Lessons from the Hidden Champions
The innovation fabric of Germany's economy
Hidden champions are mainly medium-sized companies that hold a leading international market position and are predominantly family-owned. Their leading roles, their creation of wealth, and their global success attract managers from all over the world who are in the process of developing their own strategies to turn their companies into hidden champions.
This program will help them to explore the phenomenon of hidden champions and examine both the sources of their success and the challenges to come. Furthermore, participants will analyze to which extent their own companies already have what it takes to become – and stay – hidden champions and to what degree they need to make structural and strategic changes. This can affect their business segments, their global positions, the role that innovation plays in their enterprises, their customer relations, and their corporate cultures.
Executives of mid-sized companies who are in charge of business development or strategic management and who wish to understand the success of hidden champions; sales executives who intend to do business with hidden champions and build solid relationships with them.
By exploring the challenges they may face when attempting to turn their companies into hidden champions, executives will gain a clear sense of the mindsets, competencies, and strategies needed to succeed in this endeavor. They will learn how to capitalize on and leverage their strengths and weaknesses – as well as those of their employees, peers, and superiors – on their way to reaching the goals they have in mind.
- Germany’s economic development and the role of hidden champions
- How Germany’s hidden champions think
- The wealth creation of hidden champions
- Germany’s mid-sized companies as champions of innovation
- Success factors of Germany’s hidden champions
- Challenges for current and future hidden champions
Johannes Habel (Program Director)
is an associate professor at ESMT Berlin and co-director of the Hidden Champions Institute (HCI).
In his research and teaching, he focuses on sales and marketing strategies of hidden champions. Johannes has cooperated with hidden champions in industries such as machine-building, automotive, construction, power tools, and imaging.

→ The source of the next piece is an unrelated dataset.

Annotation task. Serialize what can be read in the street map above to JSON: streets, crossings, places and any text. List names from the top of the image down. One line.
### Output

Johannes’ research has been published in some of the world’s most renowned academic management journals, such as the Journal of Marketing, the Journal of the Academy of Marketing Science, and the International Journal of Research in Marketing. Furthermore, Johannes has published case studies with Harvard Business Publishing and The Case Centre.
Before joining ESMT Berlin, Johannes worked as a strategy consultant for Booz & Company and as a radio journalist for several years. Johannes studied business administration at Mannheim University and completed his doctorate in sales management at Bochum University.

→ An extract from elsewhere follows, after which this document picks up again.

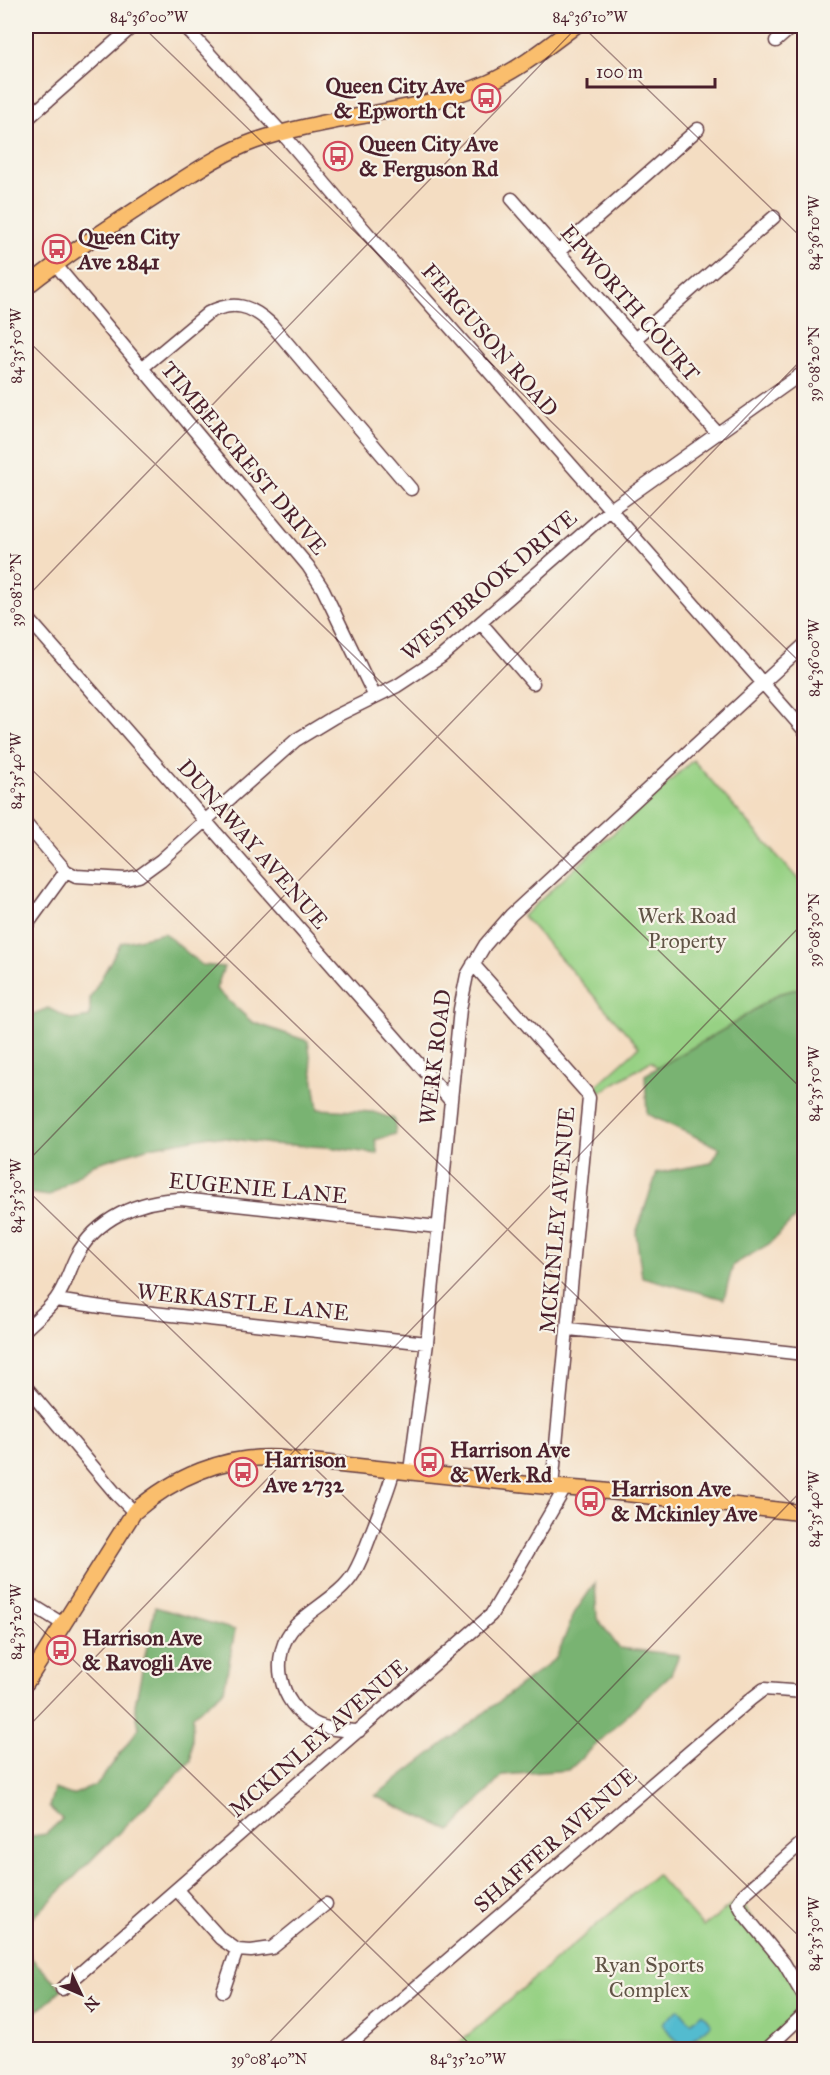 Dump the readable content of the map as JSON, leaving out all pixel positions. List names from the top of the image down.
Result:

Bianca Schmitz (Program Director)
is a co-director of the Hidden Champions Institute (HCI) and a program director at ESMT Berlin.

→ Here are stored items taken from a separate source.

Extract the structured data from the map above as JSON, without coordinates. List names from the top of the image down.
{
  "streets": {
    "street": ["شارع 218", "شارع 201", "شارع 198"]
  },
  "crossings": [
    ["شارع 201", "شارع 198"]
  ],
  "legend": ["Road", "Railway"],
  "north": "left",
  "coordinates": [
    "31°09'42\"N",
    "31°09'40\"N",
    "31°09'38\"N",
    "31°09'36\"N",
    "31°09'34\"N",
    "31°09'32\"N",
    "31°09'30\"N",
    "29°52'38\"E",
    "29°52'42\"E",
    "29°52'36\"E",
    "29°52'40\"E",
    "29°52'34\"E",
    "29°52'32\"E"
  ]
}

She is responsible for establishing new international alliances with other business schools, institutions and networks, such as the Global Network for Advanced Management (GNAM).
Her focus lies on agile innovation processes, especially of so-called Hidden Champions. She has been trained in Design Thinking by Hasso Plattner Institute and is a certified SCRUM Product Owner.
She studied Regional Sciences of Latin America at the University of Cologne and finished with a diploma. Her focus was on economics and the Spanish language. Bianca worked for three years at the International Association for Sports and Leisure Facilities (IAKS), a nonprofit organization based in Cologne, Germany, with branches throughout the world. Bianca’s international profile is supplemented by two years of work experience in Spain.